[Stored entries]
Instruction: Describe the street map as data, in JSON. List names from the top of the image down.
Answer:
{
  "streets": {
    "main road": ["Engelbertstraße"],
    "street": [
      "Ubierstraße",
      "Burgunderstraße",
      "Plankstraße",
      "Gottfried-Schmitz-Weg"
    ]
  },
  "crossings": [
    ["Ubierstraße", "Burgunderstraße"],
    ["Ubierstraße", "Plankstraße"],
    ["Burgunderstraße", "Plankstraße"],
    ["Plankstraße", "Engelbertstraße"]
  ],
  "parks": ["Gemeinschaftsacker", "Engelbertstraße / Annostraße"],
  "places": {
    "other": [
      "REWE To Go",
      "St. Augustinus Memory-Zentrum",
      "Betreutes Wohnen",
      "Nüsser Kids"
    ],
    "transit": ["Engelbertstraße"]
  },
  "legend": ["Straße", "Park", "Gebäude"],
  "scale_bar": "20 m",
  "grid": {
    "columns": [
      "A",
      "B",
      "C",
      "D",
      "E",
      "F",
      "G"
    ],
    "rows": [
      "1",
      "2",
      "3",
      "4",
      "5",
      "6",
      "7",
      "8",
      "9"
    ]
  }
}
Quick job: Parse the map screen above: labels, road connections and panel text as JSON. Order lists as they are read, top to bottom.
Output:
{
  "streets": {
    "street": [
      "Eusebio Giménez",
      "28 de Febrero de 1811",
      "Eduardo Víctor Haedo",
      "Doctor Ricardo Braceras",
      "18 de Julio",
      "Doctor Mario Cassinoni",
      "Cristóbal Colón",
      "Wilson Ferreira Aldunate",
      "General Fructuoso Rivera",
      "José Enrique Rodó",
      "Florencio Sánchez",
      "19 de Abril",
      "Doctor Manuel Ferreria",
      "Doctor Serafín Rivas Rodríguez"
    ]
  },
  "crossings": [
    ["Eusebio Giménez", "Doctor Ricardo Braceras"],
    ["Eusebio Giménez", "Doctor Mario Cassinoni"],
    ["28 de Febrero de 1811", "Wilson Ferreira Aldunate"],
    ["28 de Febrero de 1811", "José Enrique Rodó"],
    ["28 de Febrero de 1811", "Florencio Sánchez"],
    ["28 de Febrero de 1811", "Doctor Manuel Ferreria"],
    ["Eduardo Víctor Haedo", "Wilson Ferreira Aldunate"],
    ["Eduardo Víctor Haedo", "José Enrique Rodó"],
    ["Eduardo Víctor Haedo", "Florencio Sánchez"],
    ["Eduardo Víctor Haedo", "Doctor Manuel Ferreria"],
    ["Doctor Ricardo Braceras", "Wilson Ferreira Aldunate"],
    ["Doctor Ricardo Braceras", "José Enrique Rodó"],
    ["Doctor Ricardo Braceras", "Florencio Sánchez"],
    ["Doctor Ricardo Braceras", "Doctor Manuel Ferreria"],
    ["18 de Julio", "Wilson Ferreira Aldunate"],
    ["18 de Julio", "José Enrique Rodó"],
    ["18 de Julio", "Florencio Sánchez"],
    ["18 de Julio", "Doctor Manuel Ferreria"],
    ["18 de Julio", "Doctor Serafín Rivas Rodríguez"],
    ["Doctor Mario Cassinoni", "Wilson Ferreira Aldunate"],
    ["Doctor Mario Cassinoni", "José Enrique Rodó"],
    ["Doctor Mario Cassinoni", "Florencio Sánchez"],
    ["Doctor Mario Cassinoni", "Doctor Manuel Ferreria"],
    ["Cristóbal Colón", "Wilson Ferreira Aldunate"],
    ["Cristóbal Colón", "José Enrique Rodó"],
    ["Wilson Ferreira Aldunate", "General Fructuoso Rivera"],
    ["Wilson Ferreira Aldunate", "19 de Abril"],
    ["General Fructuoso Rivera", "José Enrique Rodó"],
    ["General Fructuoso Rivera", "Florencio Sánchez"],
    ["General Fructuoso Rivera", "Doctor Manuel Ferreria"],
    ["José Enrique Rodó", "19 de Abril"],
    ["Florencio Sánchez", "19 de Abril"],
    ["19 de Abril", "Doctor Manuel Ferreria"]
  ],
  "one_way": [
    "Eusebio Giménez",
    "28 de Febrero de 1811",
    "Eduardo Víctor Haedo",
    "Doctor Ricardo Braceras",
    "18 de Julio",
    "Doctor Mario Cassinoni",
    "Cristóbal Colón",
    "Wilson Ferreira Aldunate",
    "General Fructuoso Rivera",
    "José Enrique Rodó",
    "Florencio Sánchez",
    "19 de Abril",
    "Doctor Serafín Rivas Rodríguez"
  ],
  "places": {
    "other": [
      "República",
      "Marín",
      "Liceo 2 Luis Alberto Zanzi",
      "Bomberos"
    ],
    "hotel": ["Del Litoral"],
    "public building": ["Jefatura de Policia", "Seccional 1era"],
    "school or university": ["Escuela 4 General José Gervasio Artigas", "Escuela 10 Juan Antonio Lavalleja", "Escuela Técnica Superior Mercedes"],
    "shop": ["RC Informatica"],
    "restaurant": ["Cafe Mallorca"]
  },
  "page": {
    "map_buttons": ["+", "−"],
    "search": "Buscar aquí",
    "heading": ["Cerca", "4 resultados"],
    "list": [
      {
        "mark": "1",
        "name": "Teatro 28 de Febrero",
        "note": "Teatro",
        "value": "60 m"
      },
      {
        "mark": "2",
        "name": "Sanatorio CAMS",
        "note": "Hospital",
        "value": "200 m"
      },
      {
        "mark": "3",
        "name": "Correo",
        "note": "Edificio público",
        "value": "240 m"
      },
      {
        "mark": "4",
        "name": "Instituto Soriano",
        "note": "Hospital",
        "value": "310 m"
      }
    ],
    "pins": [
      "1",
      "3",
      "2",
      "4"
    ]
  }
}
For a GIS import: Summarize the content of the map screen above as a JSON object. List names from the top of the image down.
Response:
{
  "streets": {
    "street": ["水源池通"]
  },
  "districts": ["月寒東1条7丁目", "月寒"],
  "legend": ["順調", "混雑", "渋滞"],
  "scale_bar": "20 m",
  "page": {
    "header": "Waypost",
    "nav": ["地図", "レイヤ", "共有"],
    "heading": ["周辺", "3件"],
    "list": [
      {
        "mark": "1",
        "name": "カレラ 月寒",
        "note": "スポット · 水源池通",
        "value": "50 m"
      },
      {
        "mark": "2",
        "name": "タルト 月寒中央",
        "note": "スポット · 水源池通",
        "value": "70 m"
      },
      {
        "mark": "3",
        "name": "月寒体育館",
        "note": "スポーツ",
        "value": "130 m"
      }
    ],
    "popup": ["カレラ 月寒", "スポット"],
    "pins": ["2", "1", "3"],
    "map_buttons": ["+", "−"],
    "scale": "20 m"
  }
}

* THE PROBLEM *
Each line from the one containing "For a GIS import: Summarize" to the final line of the entries above must be returned exactly, and no other line may appear.

* FINISHED TASK *
For a GIS import: Summarize the content of the map screen above as a JSON object. List names from the top of the image down.
Response:
{
  "streets": {
    "street": ["水源池通"]
  },
  "districts": ["月寒東1条7丁目", "月寒"],
  "legend": ["順調", "混雑", "渋滞"],
  "scale_bar": "20 m",
  "page": {
    "header": "Waypost",
    "nav": ["地図", "レイヤ", "共有"],
    "heading": ["周辺", "3件"],
    "list": [
      {
        "mark": "1",
        "name": "カレラ 月寒",
        "note": "スポット · 水源池通",
        "value": "50 m"
      },
      {
        "mark": "2",
        "name": "タルト 月寒中央",
        "note": "スポット · 水源池通",
        "value": "70 m"
      },
      {
        "mark": "3",
        "name": "月寒体育館",
        "note": "スポーツ",
        "value": "130 m"
      }
    ],
    "popup": ["カレラ 月寒", "スポット"],
    "pins": ["2", "1", "3"],
    "map_buttons": ["+", "−"],
    "scale": "20 m"
  }
}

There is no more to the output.